- **What the task requires**: Scan the entries below. Report each line where the string "JSON" occurs.

════

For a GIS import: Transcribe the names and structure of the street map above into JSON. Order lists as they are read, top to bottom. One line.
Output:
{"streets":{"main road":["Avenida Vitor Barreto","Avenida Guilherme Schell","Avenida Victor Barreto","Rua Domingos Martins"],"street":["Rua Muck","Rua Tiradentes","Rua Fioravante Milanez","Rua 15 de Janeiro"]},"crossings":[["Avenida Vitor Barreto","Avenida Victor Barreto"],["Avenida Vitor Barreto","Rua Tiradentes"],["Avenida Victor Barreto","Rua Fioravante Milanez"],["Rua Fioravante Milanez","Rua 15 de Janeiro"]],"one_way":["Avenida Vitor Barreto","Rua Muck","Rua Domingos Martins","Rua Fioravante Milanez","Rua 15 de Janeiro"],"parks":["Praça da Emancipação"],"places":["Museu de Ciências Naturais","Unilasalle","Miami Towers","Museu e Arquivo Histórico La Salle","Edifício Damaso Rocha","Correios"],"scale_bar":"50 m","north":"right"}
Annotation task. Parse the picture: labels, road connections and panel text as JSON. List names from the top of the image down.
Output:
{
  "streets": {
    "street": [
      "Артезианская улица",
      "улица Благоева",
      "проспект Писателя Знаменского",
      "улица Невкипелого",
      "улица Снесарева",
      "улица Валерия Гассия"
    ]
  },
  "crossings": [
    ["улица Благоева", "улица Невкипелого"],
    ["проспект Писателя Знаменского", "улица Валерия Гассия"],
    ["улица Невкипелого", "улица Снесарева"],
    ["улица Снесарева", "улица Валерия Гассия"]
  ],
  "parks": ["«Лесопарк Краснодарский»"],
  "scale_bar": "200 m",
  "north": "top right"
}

════

- **Task solution**:
For a GIS import: Transcribe the names and structure of the street map above into JSON. Order lists as they are read, top to bottom. One line.
Annotation task. Parse the picture: labels, road connections and panel text as JSON. List names from the top of the image down.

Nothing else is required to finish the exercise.